忘れてしまったのである。しかし、日本へ帰って、最初に思い出したのは、やはり千鶴子のことだった。何ごとのためにか、すべてを欺いていたのも、日を経るにつれ剥ぎ落ちて、その下から顕れて来るのは、白いレースの襟に泛ぶ千鶴子の眼だった。自分の愛していることを自分で気づかぬなんて――
パリにいるときも、じッとそうして一点をよく彼は瞶めたが、またいつもの癖が出て、それはそれとして慰められる他の多くのことを知りもし、工夫もした。
「君のは愛ではない。大愛でもない拷問だ。」
いまだに千鶴子との結婚を延ばしている矢代にあて、そう書いた久慈も、実は、自分の気持ちをついに顕わすことをさしひかえた自身の、偽りつづけた工夫かもしれなかった。
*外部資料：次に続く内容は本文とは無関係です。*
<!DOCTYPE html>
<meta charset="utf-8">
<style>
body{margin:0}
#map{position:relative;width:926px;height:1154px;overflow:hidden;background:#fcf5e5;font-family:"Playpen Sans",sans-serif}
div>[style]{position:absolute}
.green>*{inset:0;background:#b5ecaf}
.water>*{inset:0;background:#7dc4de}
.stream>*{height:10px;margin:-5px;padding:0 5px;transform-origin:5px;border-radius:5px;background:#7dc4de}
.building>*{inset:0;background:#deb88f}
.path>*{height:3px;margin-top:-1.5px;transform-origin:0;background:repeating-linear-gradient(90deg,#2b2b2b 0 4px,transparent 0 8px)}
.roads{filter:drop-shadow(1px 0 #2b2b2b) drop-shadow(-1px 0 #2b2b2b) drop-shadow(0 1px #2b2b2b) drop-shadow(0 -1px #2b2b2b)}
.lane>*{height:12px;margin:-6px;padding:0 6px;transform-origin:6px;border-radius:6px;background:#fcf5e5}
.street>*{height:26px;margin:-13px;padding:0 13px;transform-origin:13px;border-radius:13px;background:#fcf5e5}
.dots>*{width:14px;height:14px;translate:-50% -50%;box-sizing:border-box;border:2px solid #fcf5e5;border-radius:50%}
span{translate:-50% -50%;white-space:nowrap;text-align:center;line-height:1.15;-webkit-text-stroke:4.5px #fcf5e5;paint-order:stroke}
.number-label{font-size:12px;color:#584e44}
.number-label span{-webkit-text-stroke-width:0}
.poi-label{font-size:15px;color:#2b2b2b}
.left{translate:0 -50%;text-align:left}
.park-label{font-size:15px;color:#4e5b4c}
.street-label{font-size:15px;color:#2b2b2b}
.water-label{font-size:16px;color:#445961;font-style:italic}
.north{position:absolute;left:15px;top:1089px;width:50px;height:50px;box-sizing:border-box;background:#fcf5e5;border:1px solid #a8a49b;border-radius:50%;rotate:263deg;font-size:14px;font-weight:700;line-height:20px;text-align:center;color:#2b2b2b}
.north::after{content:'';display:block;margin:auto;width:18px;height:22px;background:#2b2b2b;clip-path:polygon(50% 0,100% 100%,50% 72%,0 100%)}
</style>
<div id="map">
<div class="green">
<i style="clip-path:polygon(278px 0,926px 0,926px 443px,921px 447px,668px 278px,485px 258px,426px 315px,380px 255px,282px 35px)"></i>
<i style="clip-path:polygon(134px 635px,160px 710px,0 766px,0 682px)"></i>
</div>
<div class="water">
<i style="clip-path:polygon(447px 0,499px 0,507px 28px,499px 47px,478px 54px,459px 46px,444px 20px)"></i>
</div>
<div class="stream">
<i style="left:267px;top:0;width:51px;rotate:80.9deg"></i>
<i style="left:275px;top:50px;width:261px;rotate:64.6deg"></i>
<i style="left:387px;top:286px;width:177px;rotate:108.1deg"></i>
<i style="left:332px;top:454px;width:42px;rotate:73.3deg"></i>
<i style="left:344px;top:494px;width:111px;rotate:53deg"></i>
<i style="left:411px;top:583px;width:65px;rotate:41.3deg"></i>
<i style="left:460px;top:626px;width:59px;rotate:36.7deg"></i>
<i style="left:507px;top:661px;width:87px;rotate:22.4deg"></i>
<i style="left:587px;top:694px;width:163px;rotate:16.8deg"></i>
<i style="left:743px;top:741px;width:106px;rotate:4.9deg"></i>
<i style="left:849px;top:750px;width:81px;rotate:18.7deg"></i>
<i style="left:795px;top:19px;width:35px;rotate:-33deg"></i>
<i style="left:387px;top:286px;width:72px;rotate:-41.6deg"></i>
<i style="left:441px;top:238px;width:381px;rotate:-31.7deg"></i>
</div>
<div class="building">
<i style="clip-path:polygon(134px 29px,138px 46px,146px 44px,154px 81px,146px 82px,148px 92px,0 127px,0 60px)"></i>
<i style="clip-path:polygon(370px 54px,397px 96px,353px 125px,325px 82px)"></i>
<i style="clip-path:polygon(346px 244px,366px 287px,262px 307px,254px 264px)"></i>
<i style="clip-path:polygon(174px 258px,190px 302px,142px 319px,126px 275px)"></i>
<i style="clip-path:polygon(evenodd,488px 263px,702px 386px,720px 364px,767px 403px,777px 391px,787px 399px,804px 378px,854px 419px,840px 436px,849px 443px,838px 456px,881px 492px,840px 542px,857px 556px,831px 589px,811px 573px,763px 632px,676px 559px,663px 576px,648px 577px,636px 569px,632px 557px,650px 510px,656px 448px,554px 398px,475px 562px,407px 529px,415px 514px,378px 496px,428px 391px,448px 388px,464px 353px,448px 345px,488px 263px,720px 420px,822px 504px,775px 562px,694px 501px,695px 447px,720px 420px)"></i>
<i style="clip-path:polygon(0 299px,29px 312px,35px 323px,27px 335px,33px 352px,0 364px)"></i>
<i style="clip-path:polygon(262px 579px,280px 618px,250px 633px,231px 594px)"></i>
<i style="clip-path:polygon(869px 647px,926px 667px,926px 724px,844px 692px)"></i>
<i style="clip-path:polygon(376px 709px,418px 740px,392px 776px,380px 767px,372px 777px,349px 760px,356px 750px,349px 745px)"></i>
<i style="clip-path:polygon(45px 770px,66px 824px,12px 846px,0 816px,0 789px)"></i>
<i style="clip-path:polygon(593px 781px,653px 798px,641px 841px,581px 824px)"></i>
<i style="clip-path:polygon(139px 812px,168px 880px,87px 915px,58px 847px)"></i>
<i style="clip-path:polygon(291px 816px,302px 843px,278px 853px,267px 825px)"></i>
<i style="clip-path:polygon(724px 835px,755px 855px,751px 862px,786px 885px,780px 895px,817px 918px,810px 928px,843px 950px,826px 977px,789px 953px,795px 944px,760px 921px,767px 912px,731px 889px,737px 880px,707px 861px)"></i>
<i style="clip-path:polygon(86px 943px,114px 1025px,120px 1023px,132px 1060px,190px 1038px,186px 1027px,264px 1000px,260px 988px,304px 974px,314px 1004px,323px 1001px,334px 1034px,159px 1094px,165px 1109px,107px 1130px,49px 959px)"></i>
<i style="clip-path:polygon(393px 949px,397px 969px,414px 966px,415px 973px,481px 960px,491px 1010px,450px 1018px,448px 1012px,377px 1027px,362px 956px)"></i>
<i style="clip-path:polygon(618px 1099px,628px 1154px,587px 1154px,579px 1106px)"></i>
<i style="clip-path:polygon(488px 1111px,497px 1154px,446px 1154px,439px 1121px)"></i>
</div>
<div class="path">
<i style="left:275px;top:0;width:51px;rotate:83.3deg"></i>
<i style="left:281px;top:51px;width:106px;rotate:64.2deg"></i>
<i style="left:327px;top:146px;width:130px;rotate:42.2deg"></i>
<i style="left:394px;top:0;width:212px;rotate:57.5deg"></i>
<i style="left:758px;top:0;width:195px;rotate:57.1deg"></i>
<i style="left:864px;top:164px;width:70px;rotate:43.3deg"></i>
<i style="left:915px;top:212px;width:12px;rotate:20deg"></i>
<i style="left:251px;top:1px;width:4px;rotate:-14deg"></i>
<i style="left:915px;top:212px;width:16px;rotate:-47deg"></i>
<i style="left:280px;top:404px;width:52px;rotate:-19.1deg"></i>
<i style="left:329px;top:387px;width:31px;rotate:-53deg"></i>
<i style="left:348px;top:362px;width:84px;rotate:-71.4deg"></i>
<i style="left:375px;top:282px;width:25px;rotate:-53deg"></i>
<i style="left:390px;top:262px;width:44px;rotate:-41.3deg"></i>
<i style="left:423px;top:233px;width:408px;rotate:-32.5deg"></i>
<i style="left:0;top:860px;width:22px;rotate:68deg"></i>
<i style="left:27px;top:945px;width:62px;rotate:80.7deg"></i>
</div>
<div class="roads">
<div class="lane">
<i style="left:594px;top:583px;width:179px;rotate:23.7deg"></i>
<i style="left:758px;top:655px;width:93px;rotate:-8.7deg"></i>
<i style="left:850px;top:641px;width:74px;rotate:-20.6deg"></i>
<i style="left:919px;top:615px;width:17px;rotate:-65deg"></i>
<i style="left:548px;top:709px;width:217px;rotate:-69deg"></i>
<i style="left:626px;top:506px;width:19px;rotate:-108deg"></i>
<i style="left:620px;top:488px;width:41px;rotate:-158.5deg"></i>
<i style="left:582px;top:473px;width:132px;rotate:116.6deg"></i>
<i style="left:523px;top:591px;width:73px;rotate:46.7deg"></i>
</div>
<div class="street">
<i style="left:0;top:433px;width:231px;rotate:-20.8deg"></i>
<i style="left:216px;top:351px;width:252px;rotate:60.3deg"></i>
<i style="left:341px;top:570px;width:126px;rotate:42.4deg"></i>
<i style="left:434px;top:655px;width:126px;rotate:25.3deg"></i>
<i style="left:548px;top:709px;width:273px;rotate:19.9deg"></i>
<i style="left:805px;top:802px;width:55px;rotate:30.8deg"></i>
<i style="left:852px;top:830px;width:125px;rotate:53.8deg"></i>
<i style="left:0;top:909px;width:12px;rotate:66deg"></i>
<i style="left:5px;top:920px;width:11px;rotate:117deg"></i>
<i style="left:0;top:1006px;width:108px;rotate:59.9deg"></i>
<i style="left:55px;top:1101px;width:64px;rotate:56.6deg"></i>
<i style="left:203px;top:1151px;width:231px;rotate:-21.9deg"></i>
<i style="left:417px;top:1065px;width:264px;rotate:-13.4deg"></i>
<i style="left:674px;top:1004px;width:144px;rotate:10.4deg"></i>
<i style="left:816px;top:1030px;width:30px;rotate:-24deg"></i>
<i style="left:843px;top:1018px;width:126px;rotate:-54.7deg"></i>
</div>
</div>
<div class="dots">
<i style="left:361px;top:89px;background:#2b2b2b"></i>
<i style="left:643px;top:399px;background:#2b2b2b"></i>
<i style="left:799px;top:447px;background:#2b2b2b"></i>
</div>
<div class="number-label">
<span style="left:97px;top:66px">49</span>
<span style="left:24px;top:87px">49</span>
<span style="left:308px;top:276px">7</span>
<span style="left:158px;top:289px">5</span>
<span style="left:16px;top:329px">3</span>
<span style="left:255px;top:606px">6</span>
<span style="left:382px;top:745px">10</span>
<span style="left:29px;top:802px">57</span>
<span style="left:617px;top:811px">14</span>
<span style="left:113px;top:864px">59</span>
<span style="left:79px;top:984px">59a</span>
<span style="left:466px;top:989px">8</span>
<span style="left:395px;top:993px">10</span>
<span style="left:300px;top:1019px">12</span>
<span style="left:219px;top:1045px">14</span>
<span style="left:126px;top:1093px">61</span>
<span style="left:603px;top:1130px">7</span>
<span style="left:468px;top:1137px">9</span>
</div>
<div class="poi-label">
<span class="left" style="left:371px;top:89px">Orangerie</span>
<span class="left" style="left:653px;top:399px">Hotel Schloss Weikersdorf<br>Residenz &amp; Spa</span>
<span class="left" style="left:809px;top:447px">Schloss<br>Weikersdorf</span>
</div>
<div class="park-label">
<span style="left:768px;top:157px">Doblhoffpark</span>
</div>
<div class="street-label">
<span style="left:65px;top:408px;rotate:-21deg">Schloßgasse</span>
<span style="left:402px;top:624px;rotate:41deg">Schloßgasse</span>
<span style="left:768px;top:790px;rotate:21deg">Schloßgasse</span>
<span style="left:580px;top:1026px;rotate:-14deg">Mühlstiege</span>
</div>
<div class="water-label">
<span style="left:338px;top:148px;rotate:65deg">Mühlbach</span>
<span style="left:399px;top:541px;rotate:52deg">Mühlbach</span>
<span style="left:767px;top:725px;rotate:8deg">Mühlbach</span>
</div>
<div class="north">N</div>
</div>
しかし、さて帰ってから母の奨めに随い、結婚しなければならぬとなると思い泛んで来たのは、千鶴子のことであった。特に烈しい愛情もなく誰かと生活することは、もう久慈は馴れていた。おそらく、また見も知らぬものと結婚してしまいそうだったが、それにしても、この真紀子はまだ自分と生活する意志があるのだろうか。